Timberborn guide: How to use dams, waterways, and dynamite
The first thing you’ll need to learn about Timberborn is that, much like in real life, water will flow from higher ground to lower ground. You can see this ever so slightly by looking at tile elevations on the map. With this in mind, you can take note of where your first village is located. In most cases, your map seed will mean that you’re further down in the lowlands.
Next, take a look at the Landscaping tab. At the start of your Timberborn run, only dams are available. Later, though, you can spend science to unlock new structures. These include levees, floodgates, and more.
Dams vs. levees vs. floodgates
While dams block off the flow of water, there’s a bit of overspilling that occurs. Compared to a dam, levees will completely block water from coming in. You can see this mechanic in the image above. The river will still continue to rush in even when there’s a dam. But, a levee will completely enclose that section. Beware, though, because these structures can also cause flooding if you’re not careful. In any case, our main goal here is simple: create an enclosed body of water that won’t be affected by droughts. Dams and levees are cost-efficient in this regard.
Next up are the floodgates. There are three kinds with the triple floodgate being the tallest structure. Compared to dams and levees that have a default height per block, while also allowing you to build an object on top of them, floodgates have a control mechanism. Depending on the floodgate’s size, you can control the height (i.e., when water is allowed to flow through).
You can see two examples in the images below showing the Triple Floodgate. At a height of two, the slats are still open. But, at a height of three (its maximum), the slats are fully closed.

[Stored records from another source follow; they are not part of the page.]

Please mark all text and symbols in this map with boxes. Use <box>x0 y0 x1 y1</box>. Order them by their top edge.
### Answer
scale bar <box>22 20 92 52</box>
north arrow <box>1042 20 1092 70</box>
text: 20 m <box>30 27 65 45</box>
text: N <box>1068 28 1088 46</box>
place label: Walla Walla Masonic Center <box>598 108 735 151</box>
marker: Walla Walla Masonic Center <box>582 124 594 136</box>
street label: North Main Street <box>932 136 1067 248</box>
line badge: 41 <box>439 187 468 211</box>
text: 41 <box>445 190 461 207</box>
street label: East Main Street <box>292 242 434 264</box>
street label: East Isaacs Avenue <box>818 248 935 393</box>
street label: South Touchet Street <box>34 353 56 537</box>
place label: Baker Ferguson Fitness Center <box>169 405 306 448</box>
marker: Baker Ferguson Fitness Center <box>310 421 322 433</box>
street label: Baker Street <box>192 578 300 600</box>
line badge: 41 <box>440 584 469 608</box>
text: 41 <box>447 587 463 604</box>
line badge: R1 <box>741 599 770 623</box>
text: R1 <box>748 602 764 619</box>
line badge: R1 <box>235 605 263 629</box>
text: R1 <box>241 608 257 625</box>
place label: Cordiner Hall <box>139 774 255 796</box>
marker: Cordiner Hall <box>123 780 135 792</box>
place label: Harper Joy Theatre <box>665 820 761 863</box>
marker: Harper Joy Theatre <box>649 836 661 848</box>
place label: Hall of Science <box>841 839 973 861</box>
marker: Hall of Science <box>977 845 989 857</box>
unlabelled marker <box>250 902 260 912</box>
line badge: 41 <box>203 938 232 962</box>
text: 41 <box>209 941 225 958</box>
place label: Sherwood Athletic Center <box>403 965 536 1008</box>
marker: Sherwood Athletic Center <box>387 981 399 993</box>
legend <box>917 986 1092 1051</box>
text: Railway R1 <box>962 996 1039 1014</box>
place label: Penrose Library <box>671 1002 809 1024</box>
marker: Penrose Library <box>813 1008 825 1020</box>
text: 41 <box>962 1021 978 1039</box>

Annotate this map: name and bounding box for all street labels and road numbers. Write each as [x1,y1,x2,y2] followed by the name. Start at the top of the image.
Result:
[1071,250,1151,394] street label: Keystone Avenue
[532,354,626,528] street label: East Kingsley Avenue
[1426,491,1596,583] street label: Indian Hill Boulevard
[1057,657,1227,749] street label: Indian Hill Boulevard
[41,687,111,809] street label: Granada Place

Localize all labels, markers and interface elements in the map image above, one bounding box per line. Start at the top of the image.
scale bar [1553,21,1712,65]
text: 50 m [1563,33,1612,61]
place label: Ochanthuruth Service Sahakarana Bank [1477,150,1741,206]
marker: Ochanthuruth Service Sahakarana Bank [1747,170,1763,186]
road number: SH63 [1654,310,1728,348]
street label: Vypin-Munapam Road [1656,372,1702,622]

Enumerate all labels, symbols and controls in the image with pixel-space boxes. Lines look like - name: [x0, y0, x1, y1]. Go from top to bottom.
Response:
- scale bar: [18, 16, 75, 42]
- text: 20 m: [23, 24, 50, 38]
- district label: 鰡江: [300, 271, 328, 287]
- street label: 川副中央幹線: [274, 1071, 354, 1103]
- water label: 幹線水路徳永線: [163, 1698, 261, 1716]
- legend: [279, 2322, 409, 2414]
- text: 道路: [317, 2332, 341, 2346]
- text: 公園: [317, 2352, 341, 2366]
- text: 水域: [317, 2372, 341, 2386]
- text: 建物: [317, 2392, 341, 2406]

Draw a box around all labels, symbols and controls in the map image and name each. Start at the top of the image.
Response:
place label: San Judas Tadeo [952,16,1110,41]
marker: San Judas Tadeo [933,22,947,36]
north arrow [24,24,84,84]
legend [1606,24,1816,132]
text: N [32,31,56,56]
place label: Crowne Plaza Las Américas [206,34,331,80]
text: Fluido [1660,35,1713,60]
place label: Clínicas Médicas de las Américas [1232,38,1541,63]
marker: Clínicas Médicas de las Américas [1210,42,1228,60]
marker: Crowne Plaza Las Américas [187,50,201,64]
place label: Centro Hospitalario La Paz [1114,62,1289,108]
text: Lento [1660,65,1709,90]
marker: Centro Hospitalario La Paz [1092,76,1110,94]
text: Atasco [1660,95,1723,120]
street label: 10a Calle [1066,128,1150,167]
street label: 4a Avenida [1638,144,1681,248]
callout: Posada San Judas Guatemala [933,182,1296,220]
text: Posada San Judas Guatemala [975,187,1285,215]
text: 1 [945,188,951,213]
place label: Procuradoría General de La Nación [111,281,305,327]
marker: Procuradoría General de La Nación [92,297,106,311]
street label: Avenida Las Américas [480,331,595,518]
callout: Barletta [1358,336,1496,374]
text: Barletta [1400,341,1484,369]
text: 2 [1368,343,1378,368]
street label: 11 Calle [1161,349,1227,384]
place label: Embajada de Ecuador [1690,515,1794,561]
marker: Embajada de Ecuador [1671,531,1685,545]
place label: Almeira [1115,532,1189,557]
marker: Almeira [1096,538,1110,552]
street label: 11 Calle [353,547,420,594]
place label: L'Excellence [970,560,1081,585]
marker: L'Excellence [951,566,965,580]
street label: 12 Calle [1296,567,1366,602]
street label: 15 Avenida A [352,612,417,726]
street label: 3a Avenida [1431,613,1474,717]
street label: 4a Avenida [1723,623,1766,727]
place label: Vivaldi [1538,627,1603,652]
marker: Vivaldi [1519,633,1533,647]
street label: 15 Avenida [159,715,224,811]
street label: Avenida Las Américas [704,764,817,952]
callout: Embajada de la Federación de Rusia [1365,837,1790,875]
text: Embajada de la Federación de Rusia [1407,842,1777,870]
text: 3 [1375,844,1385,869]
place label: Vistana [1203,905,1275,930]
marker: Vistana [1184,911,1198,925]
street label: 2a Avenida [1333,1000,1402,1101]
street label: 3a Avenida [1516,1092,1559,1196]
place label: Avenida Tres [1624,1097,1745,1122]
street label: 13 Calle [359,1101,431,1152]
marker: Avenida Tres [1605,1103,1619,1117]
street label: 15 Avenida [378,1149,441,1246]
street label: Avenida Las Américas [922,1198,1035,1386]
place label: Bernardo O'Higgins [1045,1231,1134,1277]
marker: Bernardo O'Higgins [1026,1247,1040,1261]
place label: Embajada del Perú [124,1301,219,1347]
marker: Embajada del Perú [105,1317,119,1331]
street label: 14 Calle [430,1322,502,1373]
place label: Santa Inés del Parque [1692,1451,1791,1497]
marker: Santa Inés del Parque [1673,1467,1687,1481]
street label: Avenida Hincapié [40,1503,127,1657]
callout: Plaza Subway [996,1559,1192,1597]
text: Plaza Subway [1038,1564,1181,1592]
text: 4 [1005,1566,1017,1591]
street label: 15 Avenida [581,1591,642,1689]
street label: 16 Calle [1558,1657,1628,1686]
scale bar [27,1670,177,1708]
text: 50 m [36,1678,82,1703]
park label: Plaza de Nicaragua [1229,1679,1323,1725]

Keeping the rivers flowing for water wheels
Another factor that you’ll want to remember in Timberborn is how you can use waterways as a source of power. You’re going to need water wheels for this (seen in the Power tab). Available by default, water wheels are placed on the river. You’ll then need to attach power shafts from one of its sides all the way to any structure that needs power. For instance, you might want to do this for the carousel and other objects that increase well-being.
Bear in mind that the water wheel will generate power as long as the river keeps flowing. If you dam it up on both ends, the water wheel will stop running and you’ll probably experience a flood, too. You may place several blocks for the dam or levee, but leave one spot open so water can still rush through.
Natural barriers and blowing up the landscape with dynamite
Every generated map in Timberborn will have natural barriers that block the flow of rivers. You’ll need to click on the Demolish tab and mark them down. Your workers will then make their way there to remove the obstacles.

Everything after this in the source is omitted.